January 5, 2007 10:11 AM PST
Cisco network tools vulnerable to attack
Cisco NAC Appliance, which verifies that external devices attempting to log on to a company network are compliant with security policy, contains two flaws that an attacker could use to gain control of the devices or compromise sensitive information, including passwords.
The NAC Appliance includes software that can automatically detect, isolate and clean infected or vulnerable devices that attempt to access a network. Clean Access consists of two applications that work in tandem--Clean Access Manager (CAM) and Clean Access Server (CAS).
For the CAM to authenticate to the CAS, each holds a "shared secret"--pieces of information which, when combined, allow authentication to occur. It appears, though, that this system is flawed in older versions of the software.
According to the Cisco advisory, the vulnerability--called "unchangeable shared secret"--means the shared secret cannot be properly set or changed during setup. This also means that the shared secret will be the same across all affected devices, which drastically reduces its cryptographic effectiveness.
To exploit this vulnerability, the adversary must first be able to establish a TCP (transmission control protocol) connection to the CAS.
Successful exploitation of the unchangeable shared secret vulnerability may enable a malicious user to take administrative control of a CAS, Cisco said. After that, every aspect of CAS can be changed, including its configuration and setup.
Versions affected by this vulnerability are CCA releases 3.6.x to 184.108.40.206 and releases 4.0.x to 220.127.116.11.
Releases that contain the fix for this vulnerability are 18.104.22.168, 4.0.4 and 4.1.0. All subsequent releases already contain a fix.
An alternative is to install patch Patch-CSCsg24153.tar.gz, which is available from Cisco's Web site.

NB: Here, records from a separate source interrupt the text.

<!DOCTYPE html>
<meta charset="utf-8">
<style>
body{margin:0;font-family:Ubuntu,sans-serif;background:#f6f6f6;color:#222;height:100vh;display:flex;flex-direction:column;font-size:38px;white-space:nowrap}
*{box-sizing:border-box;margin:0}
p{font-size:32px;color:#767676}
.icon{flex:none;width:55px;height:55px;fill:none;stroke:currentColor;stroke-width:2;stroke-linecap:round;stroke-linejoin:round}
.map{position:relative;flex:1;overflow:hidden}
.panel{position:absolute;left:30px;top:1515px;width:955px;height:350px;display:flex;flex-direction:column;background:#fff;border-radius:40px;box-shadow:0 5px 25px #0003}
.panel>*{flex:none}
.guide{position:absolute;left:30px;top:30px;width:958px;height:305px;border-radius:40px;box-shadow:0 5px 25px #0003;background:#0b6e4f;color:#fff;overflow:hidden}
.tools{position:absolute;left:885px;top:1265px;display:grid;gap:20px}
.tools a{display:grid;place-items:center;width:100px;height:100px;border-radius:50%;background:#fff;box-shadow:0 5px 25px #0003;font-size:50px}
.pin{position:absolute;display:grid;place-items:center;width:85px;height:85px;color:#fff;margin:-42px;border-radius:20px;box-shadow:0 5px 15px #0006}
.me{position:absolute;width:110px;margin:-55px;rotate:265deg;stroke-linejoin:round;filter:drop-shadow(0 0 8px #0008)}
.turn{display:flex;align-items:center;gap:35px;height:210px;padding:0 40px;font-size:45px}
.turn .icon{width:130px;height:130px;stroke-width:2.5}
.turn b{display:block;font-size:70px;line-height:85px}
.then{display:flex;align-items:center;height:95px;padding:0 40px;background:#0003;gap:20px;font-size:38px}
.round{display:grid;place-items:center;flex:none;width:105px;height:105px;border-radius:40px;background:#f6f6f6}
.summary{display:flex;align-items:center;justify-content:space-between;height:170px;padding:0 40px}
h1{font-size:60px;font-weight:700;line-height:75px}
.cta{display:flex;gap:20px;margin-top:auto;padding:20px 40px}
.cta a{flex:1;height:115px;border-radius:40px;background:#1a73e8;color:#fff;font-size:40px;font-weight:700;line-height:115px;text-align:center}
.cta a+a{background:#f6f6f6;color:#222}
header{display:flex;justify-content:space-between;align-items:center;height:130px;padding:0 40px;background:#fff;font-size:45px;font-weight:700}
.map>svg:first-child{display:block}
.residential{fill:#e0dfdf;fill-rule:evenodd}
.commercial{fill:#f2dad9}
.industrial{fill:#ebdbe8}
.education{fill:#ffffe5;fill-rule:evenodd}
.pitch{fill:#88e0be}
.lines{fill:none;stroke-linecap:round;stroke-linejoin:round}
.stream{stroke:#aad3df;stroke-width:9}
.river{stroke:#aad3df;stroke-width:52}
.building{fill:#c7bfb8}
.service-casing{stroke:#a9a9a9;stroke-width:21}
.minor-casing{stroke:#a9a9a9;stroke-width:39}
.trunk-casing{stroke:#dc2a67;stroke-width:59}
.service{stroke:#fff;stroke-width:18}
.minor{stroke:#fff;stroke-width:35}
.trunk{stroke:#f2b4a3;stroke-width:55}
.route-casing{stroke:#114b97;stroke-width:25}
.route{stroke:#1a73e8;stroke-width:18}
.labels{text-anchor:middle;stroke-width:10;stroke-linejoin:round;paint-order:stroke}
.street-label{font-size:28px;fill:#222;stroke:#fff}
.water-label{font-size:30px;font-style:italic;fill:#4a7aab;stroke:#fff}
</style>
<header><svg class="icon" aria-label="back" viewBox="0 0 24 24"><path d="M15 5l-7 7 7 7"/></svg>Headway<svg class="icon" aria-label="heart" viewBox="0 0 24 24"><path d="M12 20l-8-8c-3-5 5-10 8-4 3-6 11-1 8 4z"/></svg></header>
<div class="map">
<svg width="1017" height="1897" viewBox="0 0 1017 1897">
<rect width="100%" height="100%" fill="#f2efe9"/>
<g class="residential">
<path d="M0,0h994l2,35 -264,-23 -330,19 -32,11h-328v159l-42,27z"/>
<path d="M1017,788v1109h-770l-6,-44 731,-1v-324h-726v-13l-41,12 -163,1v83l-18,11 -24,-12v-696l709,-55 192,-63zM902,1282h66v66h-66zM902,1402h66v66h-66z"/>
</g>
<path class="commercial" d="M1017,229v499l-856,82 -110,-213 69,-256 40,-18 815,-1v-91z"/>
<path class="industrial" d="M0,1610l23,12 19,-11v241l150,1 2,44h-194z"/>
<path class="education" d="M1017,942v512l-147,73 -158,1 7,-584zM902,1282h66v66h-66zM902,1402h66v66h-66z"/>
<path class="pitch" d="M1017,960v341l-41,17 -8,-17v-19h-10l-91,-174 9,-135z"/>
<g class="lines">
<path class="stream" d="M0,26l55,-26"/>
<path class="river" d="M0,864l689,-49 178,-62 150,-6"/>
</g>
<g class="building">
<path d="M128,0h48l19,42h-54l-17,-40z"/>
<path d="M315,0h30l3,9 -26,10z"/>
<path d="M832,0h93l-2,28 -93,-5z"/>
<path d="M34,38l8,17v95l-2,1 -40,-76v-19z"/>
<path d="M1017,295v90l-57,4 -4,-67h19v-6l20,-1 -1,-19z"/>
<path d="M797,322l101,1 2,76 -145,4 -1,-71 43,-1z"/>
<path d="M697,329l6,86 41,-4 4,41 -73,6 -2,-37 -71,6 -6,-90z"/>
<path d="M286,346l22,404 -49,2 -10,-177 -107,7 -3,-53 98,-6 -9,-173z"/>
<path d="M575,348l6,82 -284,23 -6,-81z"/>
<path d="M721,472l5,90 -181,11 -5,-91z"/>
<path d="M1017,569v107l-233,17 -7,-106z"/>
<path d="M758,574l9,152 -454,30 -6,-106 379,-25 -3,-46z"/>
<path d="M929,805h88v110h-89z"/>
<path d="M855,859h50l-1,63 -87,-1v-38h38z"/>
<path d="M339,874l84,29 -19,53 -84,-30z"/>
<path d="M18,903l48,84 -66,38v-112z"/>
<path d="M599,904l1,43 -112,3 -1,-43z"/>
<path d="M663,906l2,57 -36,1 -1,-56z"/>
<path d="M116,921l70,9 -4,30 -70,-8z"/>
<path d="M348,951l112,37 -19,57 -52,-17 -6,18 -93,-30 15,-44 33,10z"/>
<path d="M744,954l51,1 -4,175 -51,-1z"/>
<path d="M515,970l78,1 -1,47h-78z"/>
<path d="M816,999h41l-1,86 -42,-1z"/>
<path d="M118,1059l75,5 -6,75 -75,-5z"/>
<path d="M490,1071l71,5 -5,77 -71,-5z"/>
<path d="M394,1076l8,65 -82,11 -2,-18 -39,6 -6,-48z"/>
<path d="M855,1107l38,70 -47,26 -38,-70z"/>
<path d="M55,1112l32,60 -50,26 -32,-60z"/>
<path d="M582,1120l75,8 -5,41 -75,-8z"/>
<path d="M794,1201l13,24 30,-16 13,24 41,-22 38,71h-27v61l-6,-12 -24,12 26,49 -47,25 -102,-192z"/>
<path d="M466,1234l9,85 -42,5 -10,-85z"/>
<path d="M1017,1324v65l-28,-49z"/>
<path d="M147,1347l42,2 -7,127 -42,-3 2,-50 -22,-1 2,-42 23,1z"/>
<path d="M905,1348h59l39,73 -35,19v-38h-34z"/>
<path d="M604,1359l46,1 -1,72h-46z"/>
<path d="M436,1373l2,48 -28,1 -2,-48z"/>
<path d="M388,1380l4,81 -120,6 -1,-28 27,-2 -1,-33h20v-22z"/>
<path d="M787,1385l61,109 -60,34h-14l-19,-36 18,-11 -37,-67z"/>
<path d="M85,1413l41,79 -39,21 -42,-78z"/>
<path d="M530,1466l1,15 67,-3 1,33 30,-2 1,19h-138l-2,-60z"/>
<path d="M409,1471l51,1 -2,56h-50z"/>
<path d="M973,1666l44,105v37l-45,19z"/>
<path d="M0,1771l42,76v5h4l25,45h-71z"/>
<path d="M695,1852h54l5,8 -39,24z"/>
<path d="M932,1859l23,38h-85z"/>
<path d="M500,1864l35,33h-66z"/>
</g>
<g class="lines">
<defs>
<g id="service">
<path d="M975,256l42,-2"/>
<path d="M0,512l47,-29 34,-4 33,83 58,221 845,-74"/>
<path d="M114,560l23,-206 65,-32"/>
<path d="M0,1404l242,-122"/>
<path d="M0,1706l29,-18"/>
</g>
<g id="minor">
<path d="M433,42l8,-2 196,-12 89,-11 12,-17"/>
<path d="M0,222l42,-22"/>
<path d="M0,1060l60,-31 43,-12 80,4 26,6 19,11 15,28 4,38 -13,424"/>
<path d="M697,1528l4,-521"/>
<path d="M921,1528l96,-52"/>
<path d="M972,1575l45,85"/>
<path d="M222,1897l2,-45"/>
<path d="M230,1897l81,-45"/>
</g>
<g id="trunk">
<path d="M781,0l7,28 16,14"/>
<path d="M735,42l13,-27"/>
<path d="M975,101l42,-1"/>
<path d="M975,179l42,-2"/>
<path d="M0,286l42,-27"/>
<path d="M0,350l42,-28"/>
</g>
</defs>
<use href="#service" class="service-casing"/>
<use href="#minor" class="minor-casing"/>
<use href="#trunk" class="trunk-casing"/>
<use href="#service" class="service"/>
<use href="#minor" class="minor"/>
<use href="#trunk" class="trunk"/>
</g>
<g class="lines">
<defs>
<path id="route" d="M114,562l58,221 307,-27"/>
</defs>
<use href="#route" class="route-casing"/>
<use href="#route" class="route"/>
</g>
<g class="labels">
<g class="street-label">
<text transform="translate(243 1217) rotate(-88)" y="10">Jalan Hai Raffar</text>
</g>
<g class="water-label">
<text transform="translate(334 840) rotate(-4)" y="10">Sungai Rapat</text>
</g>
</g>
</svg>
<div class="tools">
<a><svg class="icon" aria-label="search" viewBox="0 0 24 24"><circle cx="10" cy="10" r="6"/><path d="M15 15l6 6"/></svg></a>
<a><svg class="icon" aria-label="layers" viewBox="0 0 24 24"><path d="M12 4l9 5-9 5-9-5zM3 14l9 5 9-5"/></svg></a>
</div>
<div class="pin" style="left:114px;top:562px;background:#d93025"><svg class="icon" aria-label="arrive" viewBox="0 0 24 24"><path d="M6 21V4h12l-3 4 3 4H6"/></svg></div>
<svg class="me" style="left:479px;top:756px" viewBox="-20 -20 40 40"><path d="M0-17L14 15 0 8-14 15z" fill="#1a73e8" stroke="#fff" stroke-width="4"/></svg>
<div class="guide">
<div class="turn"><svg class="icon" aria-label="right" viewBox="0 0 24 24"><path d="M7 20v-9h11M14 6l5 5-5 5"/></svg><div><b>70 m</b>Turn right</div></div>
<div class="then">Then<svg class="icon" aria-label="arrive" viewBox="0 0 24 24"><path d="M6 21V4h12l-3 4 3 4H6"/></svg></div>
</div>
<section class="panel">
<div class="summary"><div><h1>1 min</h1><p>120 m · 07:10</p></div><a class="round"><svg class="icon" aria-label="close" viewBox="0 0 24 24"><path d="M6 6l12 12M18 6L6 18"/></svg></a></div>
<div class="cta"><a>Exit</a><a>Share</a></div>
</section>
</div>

The second vulnerability, called "readable snapshots," means that manual backups of the database--or "snapshots"--taken on the CAM are susceptible to brute-force download attacks. A malicious user can guess the file name and download it without authentication. The file itself is not encrypted or otherwise protected.
The snapshot contains sensitive information that can aid in attacks on the CAS, or can be used to compromise the CAM. Among other things, the snapshot can contain passwords in unencrypted "cleartext."
Versions affected by the readable snapshots vulnerability are CCA releases 3.5.x to 3.5.9 and releases 3.6.x to 22.214.171.124.
Releases that contain the fix for this vulnerability are 3.5.10 and 3.6.2. All subsequent releases will contain the fix, Cisco said.
No patch is available for the readable snapshots vulnerability, but a workaround is possible by removing snapshot files from the device shortly after they are created. If the snapshot file needs to be preserved, then it can be moved to a different computer or archived on a secondary storage, Cisco said. Alternatively, the snapshot file can be deleted from the device.
There are currently no known exploits for either vulnerability. The Cisco Product Security Incident Response Team said it is not aware of any public announcements or malicious use of the vulnerabilities.
The readable snapshot issue was reported to Cisco by Chris Hartley, a security specialist in Ohio State University's computer science program. The unchangeable shared secret was discovered while working on a Cisco customer's case and is unrelated to Hartley's report, the networking company said.
Tom Espiner of ZDNet UK reported from London.